Both of them will swap their currencies as soon as the maturity period arrives and bounce back to their initial positions that get multiplied to the USD which B will get back.
But how does this generate profit? The answer to that question lies in the difference between the spot and fixed rates which helps ascertain the net profit or loss this exchange between the traders' A and B has generated.
The Risks That Comes With Swapping
Every coin has two sides and the same goes for forex swapping. Spiraling exchange rates can prove to be very harmful to traders in case of swapping as one party involved in the exchange has to bear the risk of holding one currency for a fixed rate.
The period during which the exchange is being conducted is of the utmost importance as each trader participating in the trade is vulnerable to the volatile conditions of the open market.

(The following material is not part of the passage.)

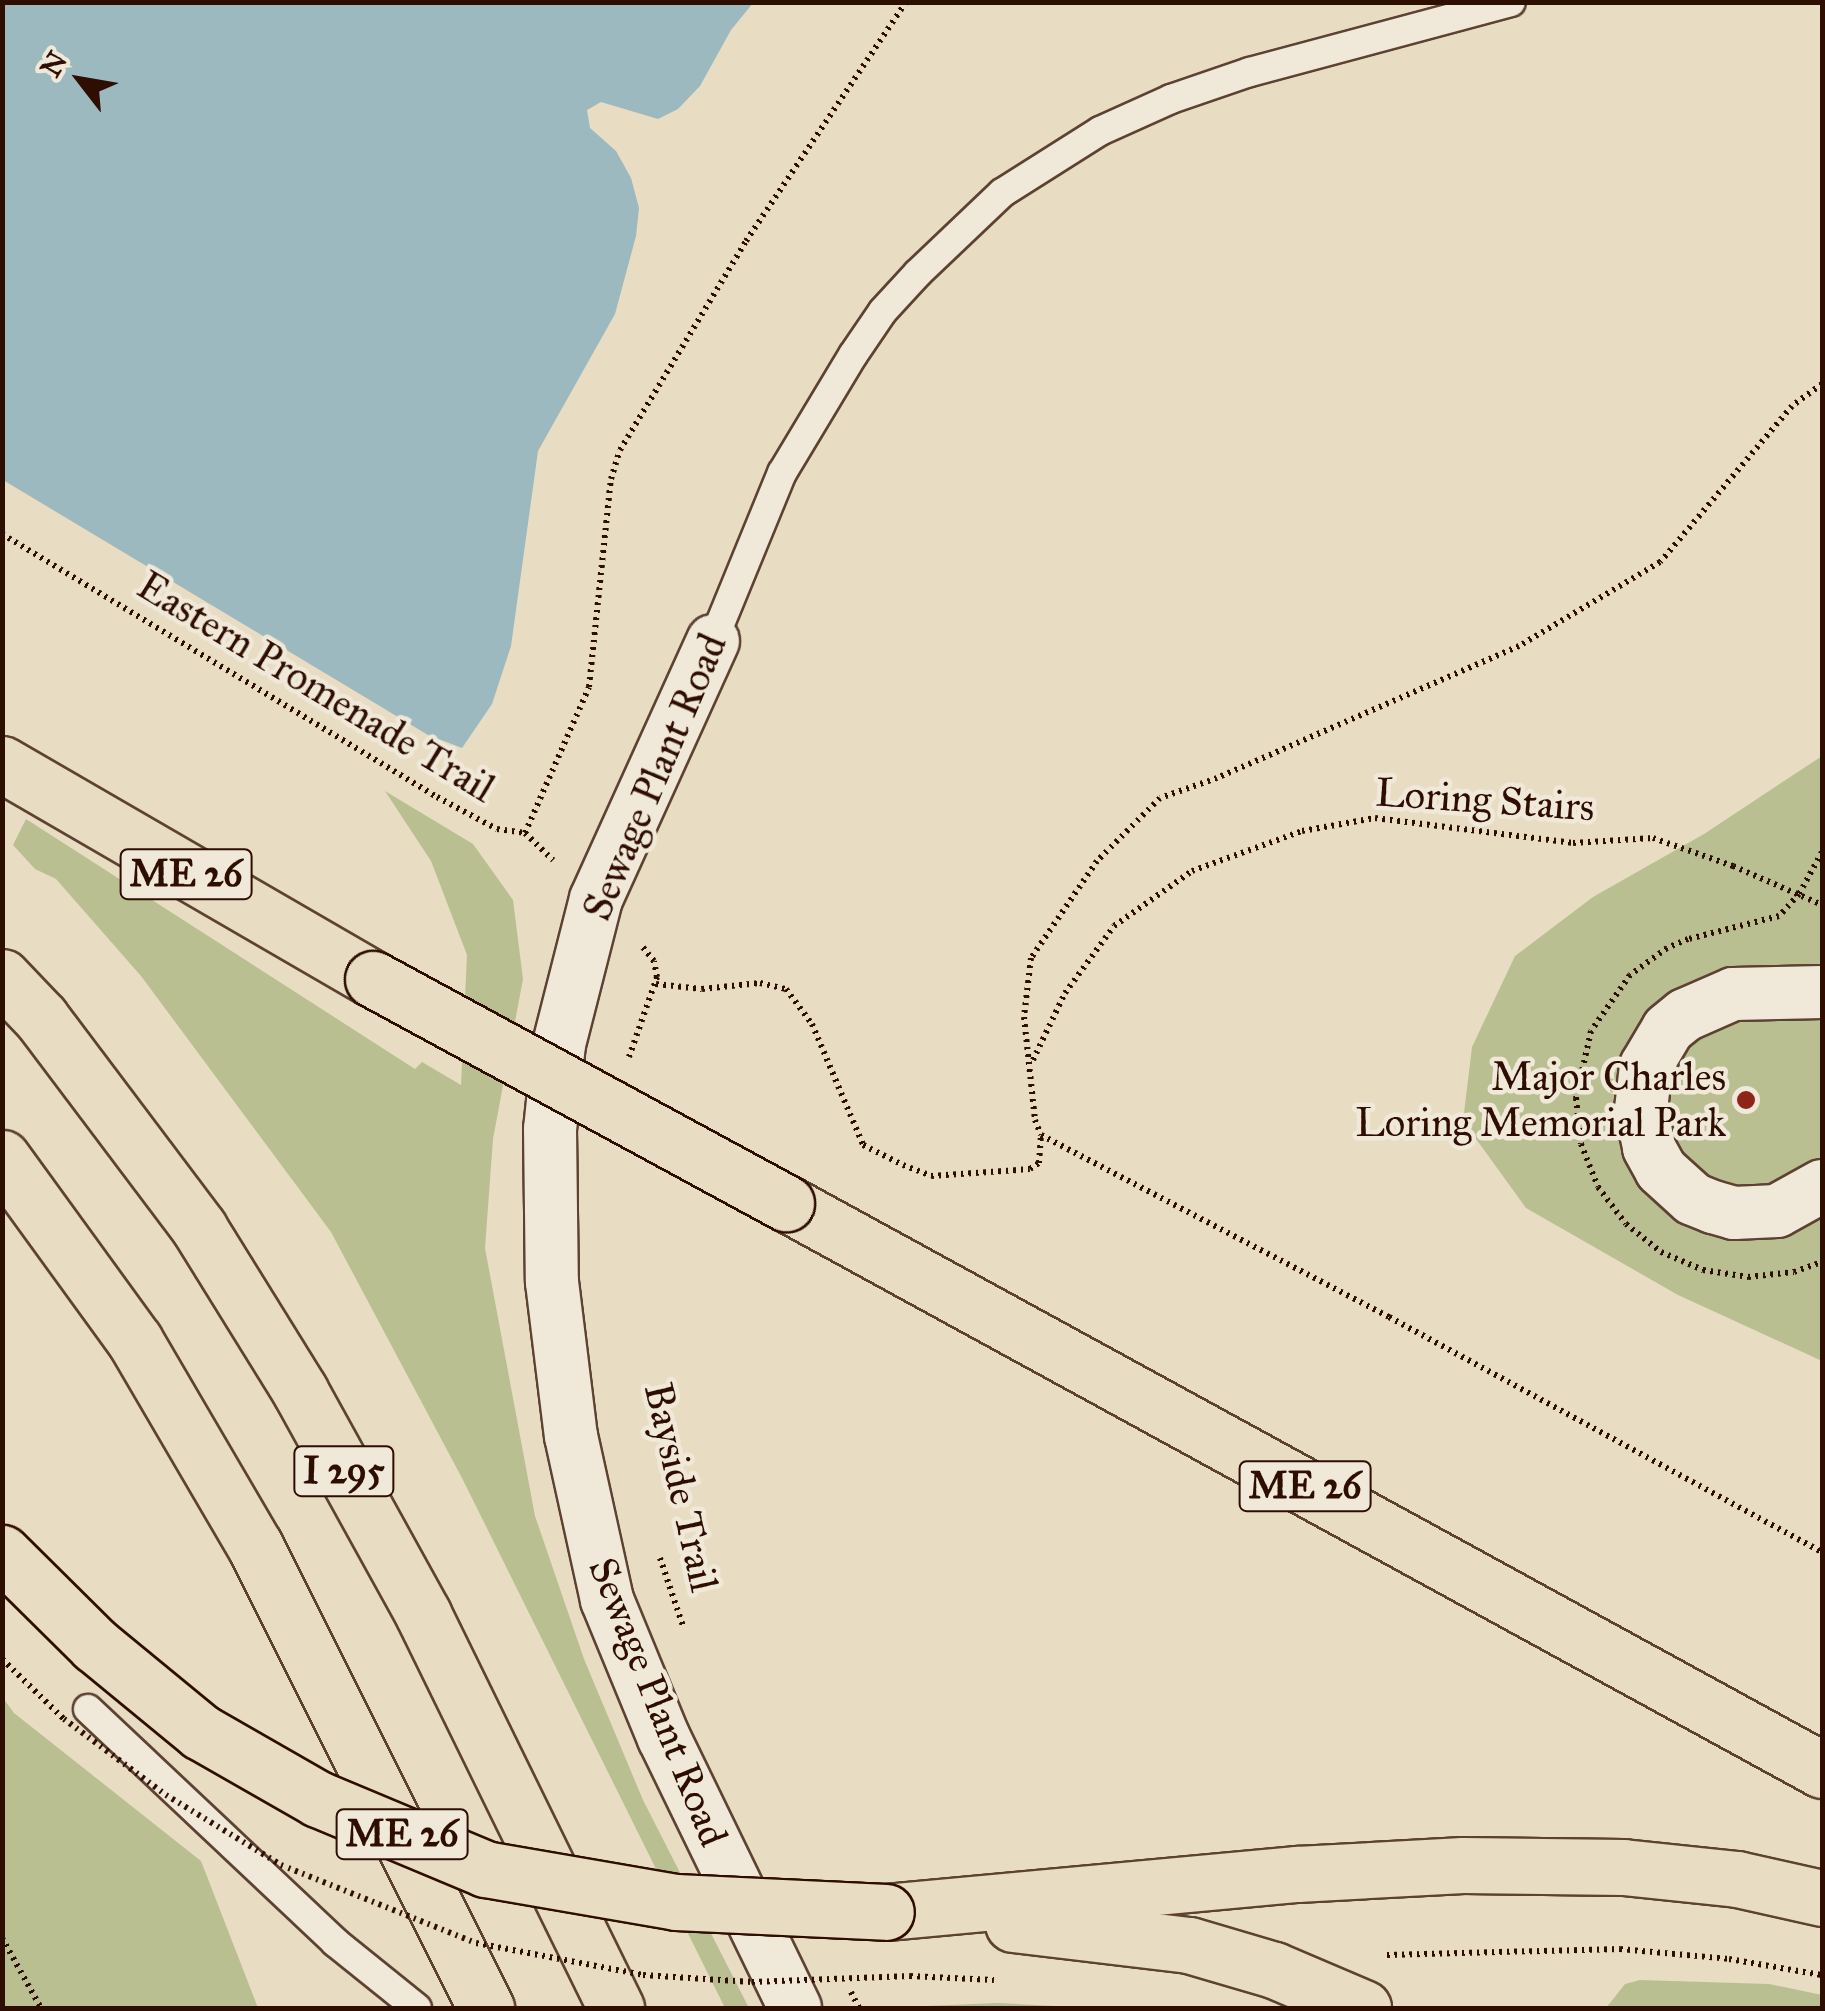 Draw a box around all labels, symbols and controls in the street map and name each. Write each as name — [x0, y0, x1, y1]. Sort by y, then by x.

Having a backup plan or as some people like to say, a survival strategy can come in handy for traders in case of credit risks.
The best ways of taking advantage of forex swapping are to find out the difference between the interest rate of the currency that you are interested in and taking advantage of it.
The currency whose value shoots up all of a sudden will prove to be beneficial to the receiver. The significance of that benefit is dependent on the forward and current exchange rate.
Many forex swaps examples have brought up the fact that currency exchanges end up being beneficial to both parties if the rates are appreciating and the opposite of that when the rates are depreciating.
The only risk that forex swaps carry is the unfavorable conditions of the open market that can lead to both the parties losing their revenues.
Traders should be completely confident in the period in which they partake in forex swapping to ensure the best results.